[Saved entries]

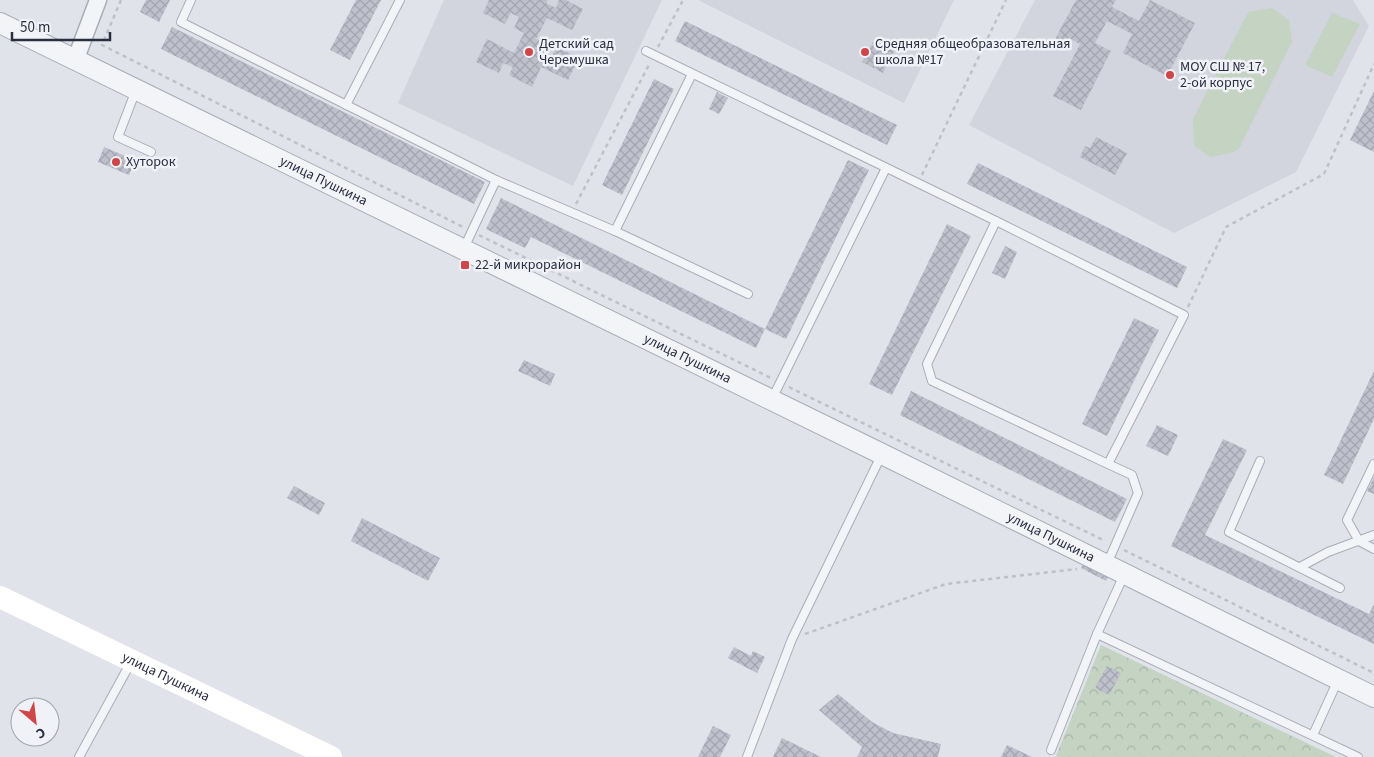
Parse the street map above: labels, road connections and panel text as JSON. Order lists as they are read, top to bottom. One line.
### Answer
{"streets":{"main road":["улица Пушкина"]},"places":{"other":["Детский сад Черемушка","Средняя общеобразовательная школа №17","МОУ СШ № 17, 2-ой корпус","Хуторок"],"transit":["22-й микрорайон"]},"scale_bar":"50 m","north":"bottom right"}
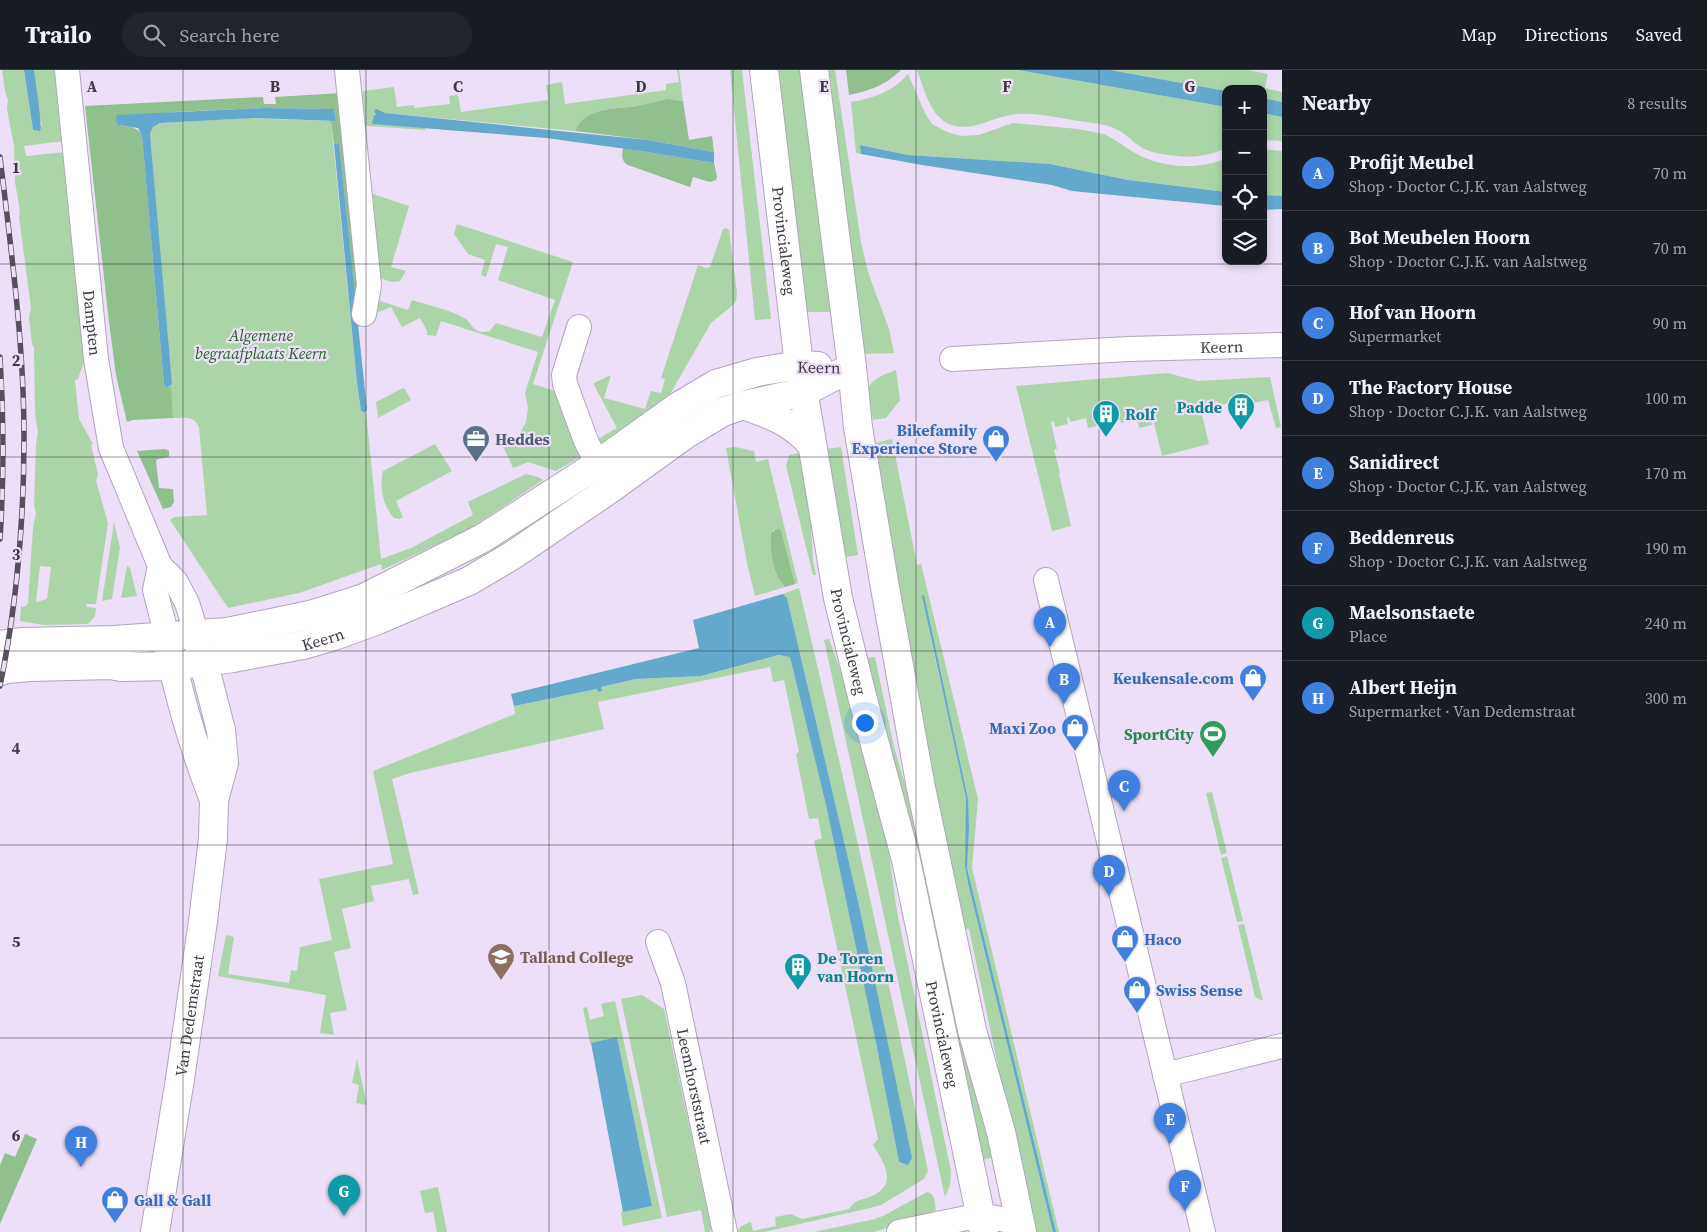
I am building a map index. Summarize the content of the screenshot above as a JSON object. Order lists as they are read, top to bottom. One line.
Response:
{"streets":{"street":["Provincialeweg","Dampten","Keern","Van Dedemstraat","Leemhorststraat"]},"crossings":[["Provincialeweg","Keern"],["Dampten","Keern"],["Dampten","Van Dedemstraat"],["Keern","Van Dedemstraat"]],"parks":["Algemene begraafplaats Keern"],"places":{"building":["Padde","Rolf","De Toren van Hoorn"],"office":["Heddes"],"shop":["Bikefamily Experience Store","Keukensale.com","Maxi Zoo","Haco","Swiss Sense","Gall & Gall"],"sports":["SportCity"],"school or university":["Talland College"]},"page":{"header":"Trailo","search":"Search here","nav":["Map","Directions","Saved"],"heading":["Nearby","8 results"],"map_buttons":["+","−"],"list":[{"mark":"A","name":"Profijt Meubel","note":"Shop · Doctor C.J.K. van Aalstweg","value":"70 m"},{"mark":"B","name":"Bot Meubelen Hoorn","note":"Shop · Doctor C.J.K. van Aalstweg","value":"70 m"},{"mark":"C","name":"Hof van Hoorn","note":"Supermarket","value":"90 m"},{"mark":"D","name":"The Factory House","note":"Shop · Doctor C.J.K. van Aalstweg","value":"100 m"},{"mark":"E","name":"Sanidirect","note":"Shop · Doctor C.J.K. van Aalstweg","value":"170 m"},{"mark":"F","name":"Beddenreus","note":"Shop · Doctor C.J.K. van Aalstweg","value":"190 m"},{"mark":"G","name":"Maelsonstaete","note":"Place","value":"240 m"},{"mark":"H","name":"Albert Heijn","note":"Supermarket · Van Dedemstraat","value":"300 m"}],"pins":["A","B","C","D","E","H","F","G"]},"grid":{"columns":["A","B","C","D","E","F","G"],"rows":["1","2","3","4","5","6"]}}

_Exercise objective_:
Take the entries above and restate them word for word, minus their images.

_Response to this task_:
Parse the street map above: labels, road connections and panel text as JSON. Order lists as they are read, top to bottom. One line.
### Answer
{"streets":{"main road":["улица Пушкина"]},"places":{"other":["Детский сад Черемушка","Средняя общеобразовательная школа №17","МОУ СШ № 17, 2-ой корпус","Хуторок"],"transit":["22-й микрорайон"]},"scale_bar":"50 m","north":"bottom right"}
I am building a map index. Summarize the content of the screenshot above as a JSON object. Order lists as they are read, top to bottom. One line.
Response:
{"streets":{"street":["Provincialeweg","Dampten","Keern","Van Dedemstraat","Leemhorststraat"]},"crossings":[["Provincialeweg","Keern"],["Dampten","Keern"],["Dampten","Van Dedemstraat"],["Keern","Van Dedemstraat"]],"parks":["Algemene begraafplaats Keern"],"places":{"building":["Padde","Rolf","De Toren van Hoorn"],"office":["Heddes"],"shop":["Bikefamily Experience Store","Keukensale.com","Maxi Zoo","Haco","Swiss Sense","Gall & Gall"],"sports":["SportCity"],"school or university":["Talland College"]},"page":{"header":"Trailo","search":"Search here","nav":["Map","Directions","Saved"],"heading":["Nearby","8 results"],"map_buttons":["+","−"],"list":[{"mark":"A","name":"Profijt Meubel","note":"Shop · Doctor C.J.K. van Aalstweg","value":"70 m"},{"mark":"B","name":"Bot Meubelen Hoorn","note":"Shop · Doctor C.J.K. van Aalstweg","value":"70 m"},{"mark":"C","name":"Hof van Hoorn","note":"Supermarket","value":"90 m"},{"mark":"D","name":"The Factory House","note":"Shop · Doctor C.J.K. van Aalstweg","value":"100 m"},{"mark":"E","name":"Sanidirect","note":"Shop · Doctor C.J.K. van Aalstweg","value":"170 m"},{"mark":"F","name":"Beddenreus","note":"Shop · Doctor C.J.K. van Aalstweg","value":"190 m"},{"mark":"G","name":"Maelsonstaete","note":"Place","value":"240 m"},{"mark":"H","name":"Albert Heijn","note":"Supermarket · Van Dedemstraat","value":"300 m"}],"pins":["A","B","C","D","E","H","F","G"]},"grid":{"columns":["A","B","C","D","E","F","G"],"rows":["1","2","3","4","5","6"]}}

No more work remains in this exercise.